Work to complete:
Take each line of the records below that contains the string "main" and copy it.
::::
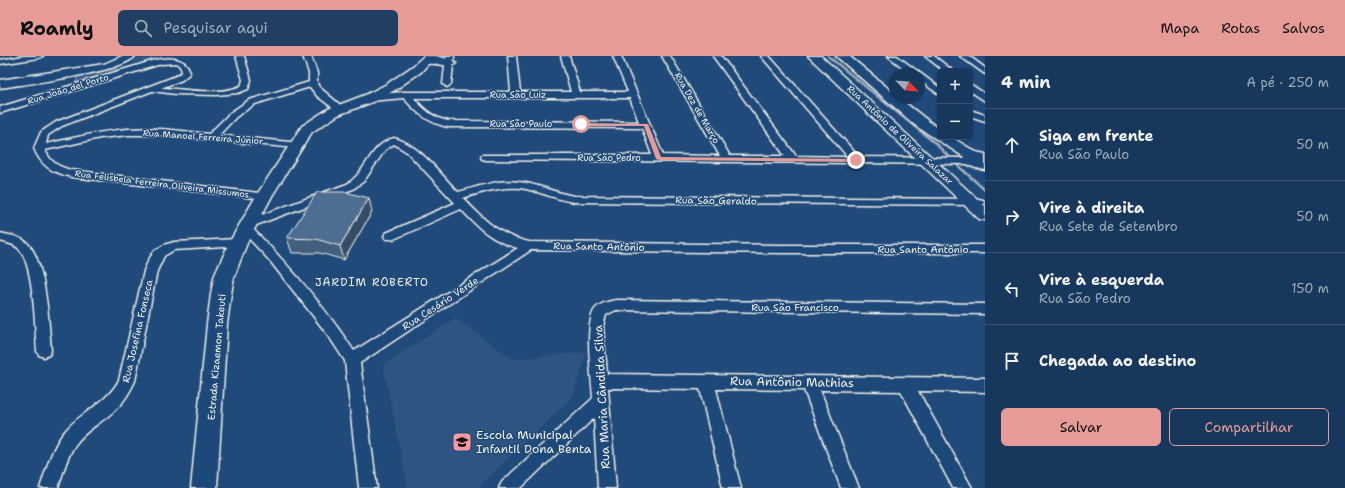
<!DOCTYPE html>
<html lang="pt">
<meta charset="utf-8">
<style>
:root{--surface:#17385c;--page:#203f62;--text:#f1f3f6;--muted:#9eacbb;--line:#365272;--accent:#e69b98}
body{margin:0;font-family:"Shantell Sans",sans-serif;background:var(--page);color:var(--text)}
.controls{position:absolute;right:12px;top:12px;display:grid;overflow:hidden;border-radius:6px;box-shadow:0 1px 3px #0004}
.controls button{width:36px;height:36px;display:grid;place-items:center;padding:0;border:0;border-bottom:1px solid var(--line);background:var(--surface);color:var(--text);font:20px sans-serif}
.compass{position:absolute;left:889px;top:12px;width:36px;height:36px;border-radius:50%;background:var(--surface);box-shadow:0 1px 3px #0004;rotate:115deg}
.stop{position:absolute;width:12px;height:12px;margin:-9px;border:3px solid #e69b98;border-radius:50%;background:#fff}
.stop.end{background:#e69b98;border-color:#fff;box-shadow:0 1px 4px #0008}
.list{margin:0;padding:0;list-style:none}
h2{display:flex;justify-content:space-between;align-items:center;height:52px;margin:0;padding:0 16px;font-size:17px}
h2 small{font-size:13px;font-weight:400;color:var(--muted)}
.list li{display:grid;grid-template-columns:26px 1fr auto;gap:12px;align-items:center;box-sizing:border-box;height:72px;padding:0 16px;border-top:1px solid var(--line)}
.list b{display:block;font-size:15px;white-space:nowrap}
.list p{margin:0;font-size:13px;white-space:nowrap;color:var(--muted)}
.list em{font-size:13px;font-style:normal;color:var(--muted)}
.actions{display:flex;gap:8px;padding:12px 16px}
.actions a{flex:1;padding:9px 0;border:1px solid var(--accent);border-radius:6px;text-align:center;font-size:14px;color:var(--accent)}
.actions .main{background:var(--accent);color:#111}
.icon{flex:none;width:22px;height:22px;fill:none;stroke:currentColor;stroke-width:2;stroke-linecap:round;stroke-linejoin:round}
.map{position:relative;flex:none;width:985px;height:432px;overflow:hidden}
header{display:flex;align-items:center;gap:24px;box-sizing:border-box;height:56px;padding:0 20px;background:var(--accent);color:#111}
header strong{font-size:19px}
nav{display:flex;gap:22px;margin-inline-start:auto;font-size:14px}
.search{width:280px;height:36px;background:var(--page);display:flex;align-items:center;gap:10px;box-sizing:border-box;padding:0 14px;border-radius:6px;color:var(--muted);font-size:15px}
main{display:flex}
aside{flex:1;background:var(--surface)}
.map>svg:first-child{display:block}
.built{fill:#2d5581}
.green{fill:#3a5f88;stroke:#97a8b8}
.lines{fill:none;stroke-linecap:round;stroke-linejoin:round}
.stream-far1{stroke:#9cacbb;stroke-width:2.5}
.stream{stroke:#9cacbb;stroke-width:3}
.street-casing{stroke:#f4f1e8;stroke-width:3}
.secondary-casing{stroke:#f4f1e8;stroke-width:3}
.street{fill:#1f4a7a;fill-rule:evenodd}
.secondary{fill:#1f4a7a;fill-rule:evenodd}
.wall{fill:#425f7e;stroke:#f4f1e8}
.shaded-wall{fill:#364d66;stroke:#f4f1e8}
.building{fill:#4d6e92;stroke:#f4f1e8}
.route{fill:#e69b98}
.labels{text-anchor:middle;stroke-width:3;stroke-linejoin:round;paint-order:stroke}
.far-street-label{font-size:9px;fill:#f4f1e8;stroke:#1f4a7a}
.street-label{font-size:10px;fill:#f4f1e8;stroke:#1f4a7a}
.neighbourhood-label{font-size:11px;letter-spacing:1px;fill:#f4f1e8;stroke:#1f4a7a}
.near-street-label{font-size:12px;fill:#f4f1e8;stroke:#1f4a7a}
.near-poi-label{font-size:12px;fill:#f4f1e8;stroke:#1f4a7a;text-anchor:start}
</style>
<header>
<strong>Roamly</strong>
<div class="search"><svg class="icon" aria-label="search" viewBox="0 0 24 24"><circle cx="10" cy="10" r="6"/><path d="M15 15l6 6"/></svg>Pesquisar aqui</div>
<nav><a>Mapa</a><a>Rotas</a><a>Salvos</a></nav>
</header>
<main>
<div class="map">
<svg width="985" height="432" viewBox="0 0 985 432">
<rect width="100%" height="100%" fill="#1f4a7a"/>
<filter id="ink" filterUnits="userSpaceOnUse"><feTurbulence type="fractalNoise" baseFrequency=".025" numOctaves="2"/><feDisplacementMap in="SourceGraphic" scale="8" xChannelSelector="R" yChannelSelector="G"/><feConvolveMatrix kernelMatrix="1 2 1 2 8 2 1 2 1" color-interpolation-filters="sRGB"/></filter>
<g filter="url(#ink)">
<g class="built">
<polygon points="133,0 172,0 139,8 128,6"/>
<polygon points="455,262 513,303 587,296 573,341 477,432 408,432 383,309"/>
</g>
<polygon class="green" points="116,13 122,13 123,15 75,30 78,19"/>
<g class="lines">
<polyline class="stream-far1" points="828,0 936,88 954,106"/>
<polyline class="stream" points="953,105 985,134"/>
<g class="street-casing">
<g id="street">
<polygon points="24,0 43,0 39,2 0,8 0,4"/>
<path d="M236,0h8l7,24 -3,9 -10,4 -22,2 -40,-1 -24,-3 -90,35 -14,9 -2,9c27,-6 54,-13 82,-15 27,-2 54,2 81,5l21,-21 19,-13 60,-18v-9l-6,-17h8l6,17v10l2,4 26,22 -5,3 -3,-1 -20,-15 -7,-9 -55,17 -19,13 -17,18 81,8 1,2 -5,3 -139,-13h-28l-29,3 -55,12c5,12 14,17 26,20l197,24 2,2 -2,2 -4,1 -193,-22c-18,-5 -30,-10 -37,-29l7,-16 15,-10 120,-46 6,-4 -1,-4 -4,-5 -16,1 -161,49v-6l152,-46c15,-4 35,-5 38,12l-8,7 -21,8c25,1 57,8 80,-2l2,-6z"/>
<polygon points="446,0 454,0 451,28 447,31 443,28"/>
<path d="M508,0h8l4,36h51l-10,-36h8l11,36h48l-15,-36h8l42,99 57,1 -58,-100h8l60,100h55l-72,-100h8l75,100 52,1 -87,-101h8l90,101 112,1 5,3 -5,3 -485,-4 -4,-1 -1,-2 1,-2h170l-10,-27 -194,-1c-19,-4 -32,-14 -44,-29l-34,3 -4,-3 4,-3 33,-3h108zM414,42h216l9,24 -191,-1c-15,-3 -25,-12 -34,-23z"/>
<polygon points="888,0 897,0 940,32 940,39 919,24 919,18 911,18"/>
<polygon points="925,0 934,0 953,15 944,15"/>
<polygon points="960,0 969,0 985,12 985,18"/>
<polygon points="970,28 985,38 985,45 970,35"/>
<polygon points="970,54 985,59 985,65 970,60"/>
<path d="M394,82c26,7 45,35 64,54 20,-5 40,-13 61,-10 19,2 36,11 55,14l405,3 4,1 2,2 -2,2 -4,1 -405,-3c-16,-2 -31,-9 -48,-13 -21,-4 -42,3 -63,9 21,22 35,37 66,44l254,3h202v8h-202l-252,-3 -171,113 17,125h-18l-14,-127 -17,-26 -58,-74 -30,-32 4,-3 -1,-2 2,-3 102,-37c21,-13 22,-39 47,-46zM394,88l13,8 48,51 -69,30 -2,3 2,3h8l67,-30c16,18 32,33 57,39l-164,103c-30,-45 -65,-86 -103,-124l102,-38 11,-8 21,-31z"/>
<path d="M0,177c9,2 19,3 26,9 20,16 23,84 25,109l-2,4 -5,2 -5,-2 -2,-4c-2,-24 -3,-83 -17,-101 -5,-6 -13,-7 -20,-9z"/>
<path d="M238,183l4,1 2,3 -2,3 -68,4 -10,6 -7,15 -22,110c-5,10 -10,20 -19,28 -13,13 -31,21 -41,36 -9,13 -12,29 -17,43h-18c7,-20 12,-43 27,-59 16,-18 40,-26 52,-49l25,-109 4,-10 7,-11 9,-5 10,-3z"/>
<path d="M616,244l369,4v10l-369,-4 -10,5 -3,11 4,48 378,4v14l-67,-1 54,97h-19l-52,-97 -81,-1 39,98h-18l-37,-98 -88,-1 25,99h-18l-23,-99 -92,-1 8,100h-18l-4,-70 -73,70h-22l3,-6 91,-84c-1,-19 -10,-77 3,-90 5,-5 14,-7 20,-8z"/>
</g>
</g>
<g class="secondary-casing">
<g id="secondary">
<path d="M122,0h13c-13,17 -110,28 -135,32v-8l104,-16z"/>
<path d="M424,0h12l18,5 2,2 -2,2c-8,2 -17,-2 -26,-1l-7,8 -26,18 -20,11 -37,14 -26,17 -40,64 -25,47 -13,34 -3,17 -4,30 -10,164h-26l16,-164 4,-30 3,-17 15,-34 27,-47 46,-70 26,-17 37,-14 22,-11 26,-18z"/>
<polygon points="808,0 821,0 985,150 985,164 979,163"/>
<path d="M836,0h13l46,38v4h4l41,32v7h11l25,15 9,2v16c-9,-2 -17,-3 -22,-11l1,-2 -48,-31z"/>
</g>
</g>
<use href="#street" class="street"/>
<use href="#secondary" class="secondary"/>
</g>
<polygon class="wall" points="372,156 344,204 320,197 292,197 287,182"/>
<polygon class="shaded-wall" points="369,142 372,156 344,204 340,190"/>
<polygon class="building" points="317,136 345,136 369,142 340,190 316,183 287,182"/>
</g>
<polygon class="route" points="579,68 581,67 648,68 661,101 856,103 859,104 856,106 659,104 656,103 644,70 581,70"/>
<defs>
<g id="school-square" transform="scale(1)"><rect x="-9" y="-9" width="18" height="18" rx="4" fill="#ff9aa2" stroke="#1f4a7a"/><path d="M0-5L7-2L0 1L-7-2ZM-4 1L0 2.5L4 1V4Q0 6-4 4Z" fill="#111"/></g>
</defs>
<g fill-rule="evenodd">
<use href="#school-square" x="462" y="386"/>
</g>
<g class="labels">
<g class="far-street-label">
<text transform="translate(68 33) rotate(-17)" y="3">Rua João del Porto</text>
<text x="518" y="42">Rua São Luiz</text>
<text transform="translate(697 52) rotate(60)" y="3">Rua Dez de Março</text>
<text x="521" y="71">Rua São Paulo</text>
<text transform="translate(900 79) rotate(43)" y="3">Rua Antônio de Oliveira Salazar</text>
<text transform="translate(203 81) rotate(4)" y="3">Rua Manoel Ferreira Júnior</text>
<text x="609" y="105">Rua São Pedro</text>
<text transform="translate(162 128) rotate(7)" y="3">Rua Felisbela Ferreira Oliveira Missumos</text>
</g>
<g class="street-label">
<text transform="translate(716 144) rotate(1)" y="4">Rua São Geraldo</text>
<text transform="translate(599 190) rotate(1)" y="4">Rua Santo Antônio</text>
<text x="923" y="197">Rua Santo Antônio</text>
<text transform="translate(440 247) rotate(-33)" y="4">Rua Cesário Verde</text>
<text x="795" y="255">Rua São Francisco</text>
<text transform="translate(137 275) rotate(-77)" y="4">Rua Josefina Fonseca</text>
<text transform="translate(216 301) rotate(-85)" y="4">Estrada Kizaemon Takeuti</text>
</g>
<g class="neighbourhood-label">
<text x="372" y="230">JARDIM ROBERTO</text>
</g>
<g class="near-street-label">
<text transform="translate(792 326) rotate(1)" y="4">Rua Antônio Mathias</text>
<text transform="translate(602 341) rotate(-93)" y="4">Rua Maria Cândida Silva</text>
</g>
<g class="near-poi-label">
<text x="476" y="383">Escola Municipal<tspan x="476" dy="14">Infantil Dona Benta</tspan></text>
</g>
</g>
</svg>
<div class="controls">
<button>+</button>
<button>−</button>
</div>
<svg class="compass" viewBox="-18 -18 36 36"><path d="M0-13l5 13h-10z" fill="#e53935"/><path d="M0 13l5-13h-10z" fill="#9eacbb"/></svg>
<div class="stop" style="left:581px;top:68px"></div>
<div class="stop end" style="left:856px;top:104px"></div>
</div>
<aside>
<h2>4 min<small>A pé · 250 m</small></h2>
<ul class="list">
<li><svg class="icon" aria-label="ahead" viewBox="0 0 24 24"><path d="M12 20V5M6 11l6-6 6 6"/></svg><div><b>Siga em frente</b><p>Rua São Paulo</p></div><em>50 m</em></li>
<li><svg class="icon" aria-label="right" viewBox="0 0 24 24"><path d="M7 20v-9h11M14 6l5 5-5 5"/></svg><div><b>Vire à direita</b><p>Rua Sete de Setembro</p></div><em>50 m</em></li>
<li><svg class="icon" aria-label="left" viewBox="0 0 24 24"><path d="M17 20v-9H6M10 6l-5 5 5 5"/></svg><div><b>Vire à esquerda</b><p>Rua São Pedro</p></div><em>150 m</em></li>
<li><svg class="icon" aria-label="arrive" viewBox="0 0 24 24"><path d="M6 21V4h12l-3 4 3 4H6"/></svg><div><b>Chegada ao destino</b></div></li>
</ul>
<div class="actions"><a class="main">Salvar</a><a>Compartilhar</a></div>
</aside>
</main>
::::
Finished exercise:
.actions .main{background:var(--accent);color:#111}
main{display:flex}
<main>
<div class="actions"><a class="main">Salvar</a><a>Compartilhar</a></div>
</main>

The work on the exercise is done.